What if we had a tool that could take a proper Fedora RPM and build other targets such as ZIP files? In the process, it would download and bundle the dependencies instead of relying upon system packages.
Why would we care? Honestly, the only platform I care gets good packages is Fedora and friends. If one of these ISVs customers is running Fedora, RHEL, or a RHEL clone such as CentOS, I want those customers to have a better RPM-based experience. If those customers are running another OS, there is little I can do to help their experience, and we don’t have time to care.
But if I can make the ISVs lives easier, or at least no harder than before, that is a way we can help make Fedora-based distributions better.
Our argument that there it is a strategic investment to build good packages is falling on deaf ears. The common viewpoint sounds like this: “Our customers are not demanding RPM packages, they don’t want to feel we are pushing a Linux-based solution of any kind, after all we’re Java and run anywhere, and have you looked at how hard it is to package Java apps for Fedora?”
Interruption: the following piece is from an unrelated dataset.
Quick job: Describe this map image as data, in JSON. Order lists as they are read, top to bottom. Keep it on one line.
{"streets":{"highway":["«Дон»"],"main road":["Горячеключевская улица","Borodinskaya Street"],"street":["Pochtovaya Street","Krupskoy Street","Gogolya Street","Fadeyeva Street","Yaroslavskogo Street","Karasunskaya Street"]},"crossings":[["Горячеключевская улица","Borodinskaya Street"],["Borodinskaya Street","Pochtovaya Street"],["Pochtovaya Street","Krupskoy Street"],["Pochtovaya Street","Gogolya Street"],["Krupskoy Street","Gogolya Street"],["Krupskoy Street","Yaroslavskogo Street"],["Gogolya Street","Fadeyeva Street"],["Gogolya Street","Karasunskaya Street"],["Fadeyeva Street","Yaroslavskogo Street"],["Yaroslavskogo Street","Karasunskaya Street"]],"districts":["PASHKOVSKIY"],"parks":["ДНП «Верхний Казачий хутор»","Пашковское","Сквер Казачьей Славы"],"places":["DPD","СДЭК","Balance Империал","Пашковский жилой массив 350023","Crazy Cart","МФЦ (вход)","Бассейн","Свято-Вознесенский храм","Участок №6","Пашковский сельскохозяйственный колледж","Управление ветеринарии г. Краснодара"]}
From a business viewpoint, I understand. Being able to convince them to re-engineer in the middle of the race is going to take a lot more understanding than I can give them in five minutes here and there. So I got to thinking … if they ran Fedora or RHEL as a development, build, QA, and release engineering environment, but they could get an installer out the other side for any OS (ZIP, EXE, BIN, DEB, OpenSUSE RPM, Mandriva RPM) using some kind of magic ‘rpm2all’ tool, would that be compelling?
I know there is a lot more to it than I’ve described. I bet the MinGW cross-compiler has something to do with it. They might still need to specify mapping details for the conversion or plug in a proprietary installer builder.
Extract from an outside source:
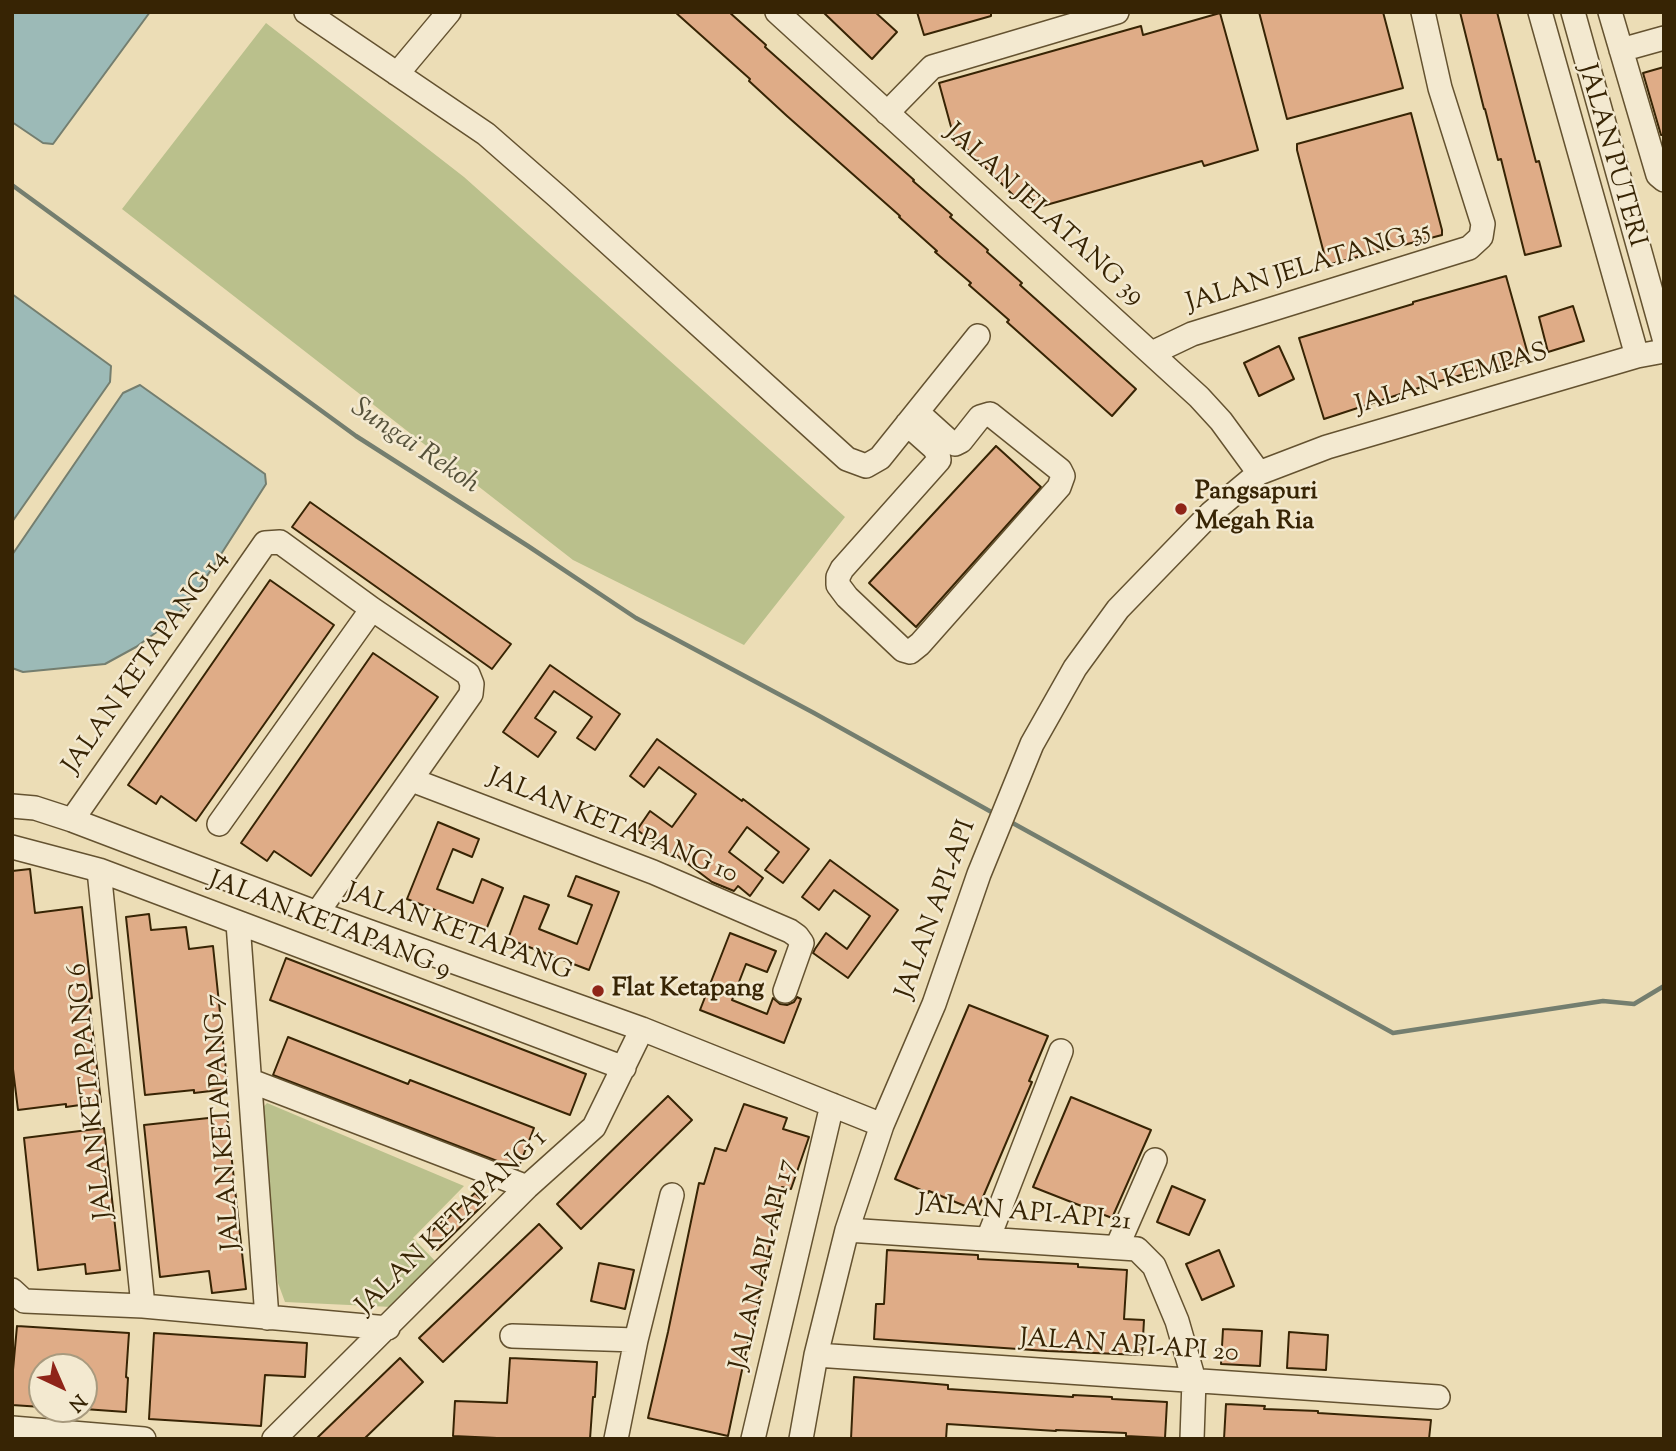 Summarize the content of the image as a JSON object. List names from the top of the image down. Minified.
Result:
{"streets":{"street":["JALAN PUTERI","JALAN JELATANG 39","JALAN JELATANG 35","JALAN KEMPAS","JALAN KETAPANG 14","JALAN KETAPANG 10","JALAN API-API","JALAN KETAPANG 9","JALAN KETAPANG","JALAN KETAPANG 6","JALAN KETAPANG 7","JALAN API-API 21","JALAN KETAPANG 1","JALAN API-API 17","JALAN API-API 20"]},"crossings":[["JALAN PUTERI","JALAN KEMPAS"],["JALAN JELATANG 39","JALAN JELATANG 35"],["JALAN JELATANG 39","JALAN KEMPAS"],["JALAN JELATANG 39","JALAN API-API"],["JALAN KEMPAS","JALAN API-API"],["JALAN KETAPANG 14","JALAN KETAPANG"],["JALAN API-API","JALAN KETAPANG"],["JALAN API-API","JALAN API-API 21"],["JALAN API-API","JALAN API-API 20"],["JALAN KETAPANG 9","JALAN KETAPANG 6"],["JALAN KETAPANG 9","JALAN KETAPANG 7"],["JALAN KETAPANG 9","JALAN KETAPANG 1"],["JALAN KETAPANG","JALAN KETAPANG 1"],["JALAN KETAPANG","JALAN API-API 17"],["JALAN API-API 21","JALAN API-API 20"]],"water":["Sungai Rekoh"],"places":["Pangsapuri Megah Ria","Flat Ketapang"],"north":"bottom right"}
But just as an idea … what do you think?
Sounds like a a mash up of alien, checkinstall and autopackage.
All of which have their own particular weaknesses dealing with differences in packaging semantics across the distribution build policy boundary.
I don’t think you are going to find a workable,reliable solution here.
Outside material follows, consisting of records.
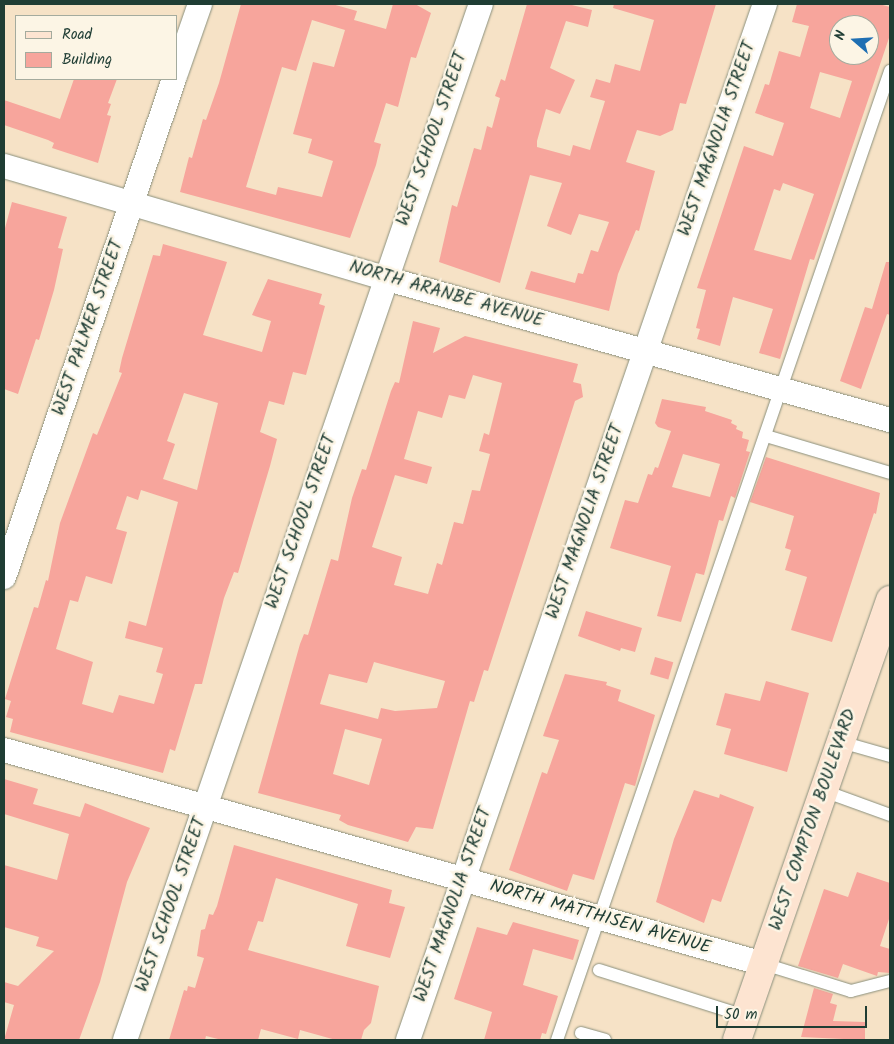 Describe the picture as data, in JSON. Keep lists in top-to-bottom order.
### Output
{
  "streets": {
    "main road": ["WEST COMPTON BOULEVARD"],
    "street": [
      "WEST SCHOOL STREET",
      "WEST MAGNOLIA STREET",
      "NORTH ARANBE AVENUE",
      "WEST PALMER STREET",
      "NORTH MATTHISEN AVENUE"
    ]
  },
  "crossings": [
    ["WEST SCHOOL STREET", "NORTH ARANBE AVENUE"],
    ["WEST SCHOOL STREET", "NORTH MATTHISEN AVENUE"],
    ["WEST MAGNOLIA STREET", "NORTH ARANBE AVENUE"],
    ["WEST MAGNOLIA STREET", "NORTH MATTHISEN AVENUE"],
    ["NORTH ARANBE AVENUE", "WEST PALMER STREET"],
    ["WEST COMPTON BOULEVARD", "NORTH MATTHISEN AVENUE"]
  ],
  "legend": ["Road", "Building"],
  "scale_bar": "50 m",
  "north": "left"
}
But you may want to take a look at packagekit’s Service Pack concept work as a starting point for a new effort in this area.
http://www.packagekit.org/pk-faq.html#service-pack
-jef
It’s not hard to package java stuff for Fedora. People just have a real mind block against it. That, and they’re not used to building from source and not re-shipping their dependencies.
Yeah, Andrew, I keep hearing, “That will take us two or three weeks.” Um, I think, and is that a long time? Sounds like a short amount of trouble for a long term result. But I’m known to be stupid, of course.
One part of my job is packaging closed source software so that we can distribute it across our customer base via a Red Hat Satellite Server. Its never a fun thing, but having had to spend my time doing this and being very upset at all of these vendors for not distributing RPMS* I can tell you the one thing that makes life bearable is silent installers. At least if they “think” their GUI installer is the better experience, with a silent installer the sysadmin can take the horribly ugly (not looks) installer that few of us want anyways and wrap it with something useful to us, be that RPM or deb or any of the other numerous options.
One thing I would like to see is a hosting spot for SPEC files, control files, etc. Effectively someone like me who has to package one of these could make one as standard based as possible, and post it without the Vendor’s installer. Versioning could be managed, a bug tracker implemented, and hopefully some kind of “check here to show VendorX you want this packaged properly from them”. It would take a while to gain popularity, as most people aren’t big fans of packaging on their own, but it could be made usable. I’ve implemented Makefile scripts in my build directories so that I just checkout the repository, add the Vendor’s installer, type make, and voila 🙂 Its hardly any different from a regular packaging process.
For a quick rant:
The ones that are really bad are the ones that install rpms as part of their installer, but do so much inside the wrapper script or the pre/post scripts that half the RPM benefits are immediately lost!
* I don’t understand whats wrong with providing an RPM when you say you only support RedHat and SuSE 🙂 I get that just installing to any linux unofficially supports more customers, but you shouldnt get your cake and eat it too. You support all or just Red Hat/SuSE! Its such a lame stance to take.